*EXTRACTED RECORDS*:
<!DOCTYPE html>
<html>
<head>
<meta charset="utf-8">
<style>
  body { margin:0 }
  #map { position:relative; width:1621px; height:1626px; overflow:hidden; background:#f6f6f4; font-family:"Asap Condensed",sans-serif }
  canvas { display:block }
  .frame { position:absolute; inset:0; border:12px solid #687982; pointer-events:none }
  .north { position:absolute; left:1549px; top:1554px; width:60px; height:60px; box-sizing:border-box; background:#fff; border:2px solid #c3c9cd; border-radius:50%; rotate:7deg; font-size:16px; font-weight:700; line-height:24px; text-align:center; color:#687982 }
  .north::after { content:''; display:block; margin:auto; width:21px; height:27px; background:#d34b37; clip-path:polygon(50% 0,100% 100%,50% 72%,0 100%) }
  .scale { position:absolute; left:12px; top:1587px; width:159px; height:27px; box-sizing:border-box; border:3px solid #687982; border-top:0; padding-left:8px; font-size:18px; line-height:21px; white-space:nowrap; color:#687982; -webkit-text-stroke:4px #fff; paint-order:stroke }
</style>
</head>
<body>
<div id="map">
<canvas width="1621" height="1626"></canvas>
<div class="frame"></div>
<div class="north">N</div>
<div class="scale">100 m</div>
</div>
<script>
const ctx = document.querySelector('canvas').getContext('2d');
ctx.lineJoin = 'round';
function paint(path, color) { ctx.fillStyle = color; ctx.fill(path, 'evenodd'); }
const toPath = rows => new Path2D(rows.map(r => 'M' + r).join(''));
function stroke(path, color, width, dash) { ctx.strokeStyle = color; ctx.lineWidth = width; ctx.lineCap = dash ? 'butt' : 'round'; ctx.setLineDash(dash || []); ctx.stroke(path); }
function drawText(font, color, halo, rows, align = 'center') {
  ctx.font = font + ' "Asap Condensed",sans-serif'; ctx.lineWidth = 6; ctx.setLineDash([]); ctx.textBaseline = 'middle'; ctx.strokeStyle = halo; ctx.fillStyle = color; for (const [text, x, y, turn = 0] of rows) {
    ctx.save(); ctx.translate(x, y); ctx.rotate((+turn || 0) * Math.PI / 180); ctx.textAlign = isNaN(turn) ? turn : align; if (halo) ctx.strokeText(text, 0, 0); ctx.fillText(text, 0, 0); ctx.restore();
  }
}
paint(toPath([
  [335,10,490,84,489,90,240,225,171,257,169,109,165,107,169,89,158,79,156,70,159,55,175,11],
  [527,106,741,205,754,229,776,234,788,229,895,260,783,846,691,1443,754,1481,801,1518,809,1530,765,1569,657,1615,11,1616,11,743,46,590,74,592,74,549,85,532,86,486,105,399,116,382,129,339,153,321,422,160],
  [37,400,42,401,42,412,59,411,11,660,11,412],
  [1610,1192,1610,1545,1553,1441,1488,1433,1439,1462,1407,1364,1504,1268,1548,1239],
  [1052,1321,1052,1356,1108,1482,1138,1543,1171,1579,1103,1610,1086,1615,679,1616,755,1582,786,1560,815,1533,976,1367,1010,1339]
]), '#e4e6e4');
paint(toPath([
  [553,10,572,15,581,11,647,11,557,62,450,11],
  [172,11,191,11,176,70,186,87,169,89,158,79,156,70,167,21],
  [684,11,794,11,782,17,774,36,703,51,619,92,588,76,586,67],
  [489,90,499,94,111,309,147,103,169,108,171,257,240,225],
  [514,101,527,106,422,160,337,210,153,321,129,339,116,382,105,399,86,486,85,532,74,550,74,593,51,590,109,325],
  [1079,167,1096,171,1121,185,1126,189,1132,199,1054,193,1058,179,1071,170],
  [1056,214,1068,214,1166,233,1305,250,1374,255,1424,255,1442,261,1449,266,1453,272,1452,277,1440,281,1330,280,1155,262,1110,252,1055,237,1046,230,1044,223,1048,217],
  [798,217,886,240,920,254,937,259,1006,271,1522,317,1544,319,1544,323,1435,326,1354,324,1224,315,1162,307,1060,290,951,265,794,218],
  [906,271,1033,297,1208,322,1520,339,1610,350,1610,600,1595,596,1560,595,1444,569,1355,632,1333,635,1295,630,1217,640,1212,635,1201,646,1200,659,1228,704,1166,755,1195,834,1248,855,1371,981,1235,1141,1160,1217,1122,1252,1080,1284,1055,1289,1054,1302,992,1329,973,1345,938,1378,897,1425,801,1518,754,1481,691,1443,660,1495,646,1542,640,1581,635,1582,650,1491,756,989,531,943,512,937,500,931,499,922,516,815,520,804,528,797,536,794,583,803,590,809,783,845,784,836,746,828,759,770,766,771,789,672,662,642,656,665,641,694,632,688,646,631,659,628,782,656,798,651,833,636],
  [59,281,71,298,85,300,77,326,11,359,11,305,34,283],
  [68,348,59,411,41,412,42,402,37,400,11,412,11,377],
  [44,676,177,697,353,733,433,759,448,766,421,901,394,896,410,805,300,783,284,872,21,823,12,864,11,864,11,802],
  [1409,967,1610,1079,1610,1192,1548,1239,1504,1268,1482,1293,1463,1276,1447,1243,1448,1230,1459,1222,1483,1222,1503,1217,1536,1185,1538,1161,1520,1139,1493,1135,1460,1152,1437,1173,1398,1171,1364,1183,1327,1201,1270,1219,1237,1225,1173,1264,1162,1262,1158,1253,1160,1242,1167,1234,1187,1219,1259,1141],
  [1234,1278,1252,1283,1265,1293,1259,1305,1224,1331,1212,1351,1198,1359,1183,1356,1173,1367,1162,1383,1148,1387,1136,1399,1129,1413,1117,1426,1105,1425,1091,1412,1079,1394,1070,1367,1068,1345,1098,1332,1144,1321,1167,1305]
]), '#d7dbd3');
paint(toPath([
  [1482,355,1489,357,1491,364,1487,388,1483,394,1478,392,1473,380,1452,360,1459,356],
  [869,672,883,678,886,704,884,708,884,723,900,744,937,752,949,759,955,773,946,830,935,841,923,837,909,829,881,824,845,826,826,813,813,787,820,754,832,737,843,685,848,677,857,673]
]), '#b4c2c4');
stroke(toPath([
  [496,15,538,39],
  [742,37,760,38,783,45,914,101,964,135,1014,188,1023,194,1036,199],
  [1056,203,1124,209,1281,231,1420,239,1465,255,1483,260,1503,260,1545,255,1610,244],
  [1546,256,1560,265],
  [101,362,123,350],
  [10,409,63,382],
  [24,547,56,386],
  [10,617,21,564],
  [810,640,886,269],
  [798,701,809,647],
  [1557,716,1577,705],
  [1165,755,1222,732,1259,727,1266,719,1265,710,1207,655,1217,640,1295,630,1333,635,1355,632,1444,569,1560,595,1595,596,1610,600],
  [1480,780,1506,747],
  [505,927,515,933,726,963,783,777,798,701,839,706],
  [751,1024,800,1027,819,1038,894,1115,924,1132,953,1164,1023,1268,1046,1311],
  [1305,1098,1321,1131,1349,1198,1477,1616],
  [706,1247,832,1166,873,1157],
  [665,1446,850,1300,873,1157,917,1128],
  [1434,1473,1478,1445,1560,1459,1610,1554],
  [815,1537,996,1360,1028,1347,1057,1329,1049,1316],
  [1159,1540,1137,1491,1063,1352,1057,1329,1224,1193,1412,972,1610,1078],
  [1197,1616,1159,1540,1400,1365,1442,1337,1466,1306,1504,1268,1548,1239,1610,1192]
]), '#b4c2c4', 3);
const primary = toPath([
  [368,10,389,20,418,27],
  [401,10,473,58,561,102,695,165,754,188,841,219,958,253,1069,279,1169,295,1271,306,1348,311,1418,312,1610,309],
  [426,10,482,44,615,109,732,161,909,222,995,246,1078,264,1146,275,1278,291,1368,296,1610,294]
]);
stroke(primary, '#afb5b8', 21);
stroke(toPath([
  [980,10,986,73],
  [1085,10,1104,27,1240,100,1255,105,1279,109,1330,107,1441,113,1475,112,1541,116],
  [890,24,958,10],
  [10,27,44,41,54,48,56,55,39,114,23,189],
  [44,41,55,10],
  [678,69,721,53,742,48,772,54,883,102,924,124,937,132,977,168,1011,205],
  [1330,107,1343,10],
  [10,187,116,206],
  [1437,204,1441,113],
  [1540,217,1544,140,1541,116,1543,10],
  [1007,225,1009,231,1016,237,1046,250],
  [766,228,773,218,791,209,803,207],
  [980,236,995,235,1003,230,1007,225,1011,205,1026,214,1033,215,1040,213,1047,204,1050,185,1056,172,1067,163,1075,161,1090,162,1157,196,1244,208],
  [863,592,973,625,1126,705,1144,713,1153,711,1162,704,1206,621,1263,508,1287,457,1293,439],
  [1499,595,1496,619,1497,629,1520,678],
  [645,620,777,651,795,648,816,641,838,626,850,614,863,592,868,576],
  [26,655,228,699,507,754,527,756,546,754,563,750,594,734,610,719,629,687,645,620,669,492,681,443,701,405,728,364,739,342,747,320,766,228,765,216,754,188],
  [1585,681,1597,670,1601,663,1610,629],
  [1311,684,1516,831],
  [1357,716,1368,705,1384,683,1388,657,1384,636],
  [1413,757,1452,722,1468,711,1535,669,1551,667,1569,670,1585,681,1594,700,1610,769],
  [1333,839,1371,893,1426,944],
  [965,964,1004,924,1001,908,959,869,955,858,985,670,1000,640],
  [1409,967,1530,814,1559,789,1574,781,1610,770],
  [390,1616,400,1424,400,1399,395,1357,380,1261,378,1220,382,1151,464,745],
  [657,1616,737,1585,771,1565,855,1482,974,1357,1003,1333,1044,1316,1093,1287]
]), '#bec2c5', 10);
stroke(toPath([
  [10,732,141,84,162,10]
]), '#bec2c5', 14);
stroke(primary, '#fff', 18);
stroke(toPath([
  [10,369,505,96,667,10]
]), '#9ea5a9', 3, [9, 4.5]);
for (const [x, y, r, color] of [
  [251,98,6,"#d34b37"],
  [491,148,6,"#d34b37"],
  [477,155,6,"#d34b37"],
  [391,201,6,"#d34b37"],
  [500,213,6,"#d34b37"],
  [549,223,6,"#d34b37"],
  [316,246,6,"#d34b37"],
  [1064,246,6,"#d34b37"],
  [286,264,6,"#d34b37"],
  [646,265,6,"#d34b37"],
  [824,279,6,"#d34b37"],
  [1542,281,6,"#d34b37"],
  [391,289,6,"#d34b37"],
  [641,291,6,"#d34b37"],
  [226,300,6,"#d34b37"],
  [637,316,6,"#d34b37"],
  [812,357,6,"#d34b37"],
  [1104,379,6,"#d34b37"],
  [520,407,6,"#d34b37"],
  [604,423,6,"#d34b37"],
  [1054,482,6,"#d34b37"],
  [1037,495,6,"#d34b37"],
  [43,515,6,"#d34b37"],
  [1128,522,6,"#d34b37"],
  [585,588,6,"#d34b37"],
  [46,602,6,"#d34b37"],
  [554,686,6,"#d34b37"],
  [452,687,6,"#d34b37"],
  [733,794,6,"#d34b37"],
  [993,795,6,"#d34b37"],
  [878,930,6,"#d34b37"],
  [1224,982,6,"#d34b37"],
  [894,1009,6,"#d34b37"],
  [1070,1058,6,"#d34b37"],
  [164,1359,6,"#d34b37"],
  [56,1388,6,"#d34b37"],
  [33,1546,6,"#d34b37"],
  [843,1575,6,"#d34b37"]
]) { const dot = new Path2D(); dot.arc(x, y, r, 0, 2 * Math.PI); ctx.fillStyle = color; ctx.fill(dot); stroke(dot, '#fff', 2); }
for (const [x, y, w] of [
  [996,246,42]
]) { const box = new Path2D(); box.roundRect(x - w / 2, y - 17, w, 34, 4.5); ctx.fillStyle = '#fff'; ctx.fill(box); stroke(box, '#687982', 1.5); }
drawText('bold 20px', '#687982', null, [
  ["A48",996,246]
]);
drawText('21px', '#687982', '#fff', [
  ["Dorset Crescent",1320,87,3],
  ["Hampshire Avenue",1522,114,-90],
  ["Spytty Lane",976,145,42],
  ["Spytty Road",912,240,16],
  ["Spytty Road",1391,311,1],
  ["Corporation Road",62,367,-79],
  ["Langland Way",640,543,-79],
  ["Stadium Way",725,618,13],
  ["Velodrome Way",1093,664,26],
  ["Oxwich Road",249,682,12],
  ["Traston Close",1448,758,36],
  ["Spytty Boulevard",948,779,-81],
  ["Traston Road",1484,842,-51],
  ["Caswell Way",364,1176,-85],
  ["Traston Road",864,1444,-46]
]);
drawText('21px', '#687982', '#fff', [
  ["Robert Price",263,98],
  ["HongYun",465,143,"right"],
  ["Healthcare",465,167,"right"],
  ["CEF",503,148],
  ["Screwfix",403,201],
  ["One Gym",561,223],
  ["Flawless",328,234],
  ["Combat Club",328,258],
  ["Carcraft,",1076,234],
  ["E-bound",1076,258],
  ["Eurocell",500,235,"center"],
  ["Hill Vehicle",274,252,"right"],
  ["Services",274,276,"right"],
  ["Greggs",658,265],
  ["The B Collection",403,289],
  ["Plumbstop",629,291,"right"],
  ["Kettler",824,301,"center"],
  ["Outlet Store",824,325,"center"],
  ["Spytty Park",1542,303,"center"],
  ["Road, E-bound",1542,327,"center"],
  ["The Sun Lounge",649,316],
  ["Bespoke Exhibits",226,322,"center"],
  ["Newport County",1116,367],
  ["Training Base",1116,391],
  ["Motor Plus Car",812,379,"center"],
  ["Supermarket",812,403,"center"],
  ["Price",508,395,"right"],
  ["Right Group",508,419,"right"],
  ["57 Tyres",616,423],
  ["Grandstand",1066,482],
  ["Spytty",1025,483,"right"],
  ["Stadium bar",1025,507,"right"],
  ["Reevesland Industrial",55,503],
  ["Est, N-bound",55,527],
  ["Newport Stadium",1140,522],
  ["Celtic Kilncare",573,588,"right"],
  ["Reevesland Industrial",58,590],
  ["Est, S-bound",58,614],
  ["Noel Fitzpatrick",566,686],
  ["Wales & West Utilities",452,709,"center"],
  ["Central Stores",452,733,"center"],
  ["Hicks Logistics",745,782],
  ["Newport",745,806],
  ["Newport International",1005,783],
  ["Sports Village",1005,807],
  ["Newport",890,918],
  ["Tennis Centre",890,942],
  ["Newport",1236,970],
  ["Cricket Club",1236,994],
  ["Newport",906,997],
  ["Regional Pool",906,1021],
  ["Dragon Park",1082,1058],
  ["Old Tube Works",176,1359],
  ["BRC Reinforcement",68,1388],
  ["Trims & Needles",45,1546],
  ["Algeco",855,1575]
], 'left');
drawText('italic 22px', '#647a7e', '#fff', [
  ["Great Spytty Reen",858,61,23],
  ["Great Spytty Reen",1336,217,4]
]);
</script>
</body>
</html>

*DESCRIPTION OF THE TASK*: Find how many lines of the material carry the string "canvas". Only the number should be in the answer.

*ANSWER BELOW*: 3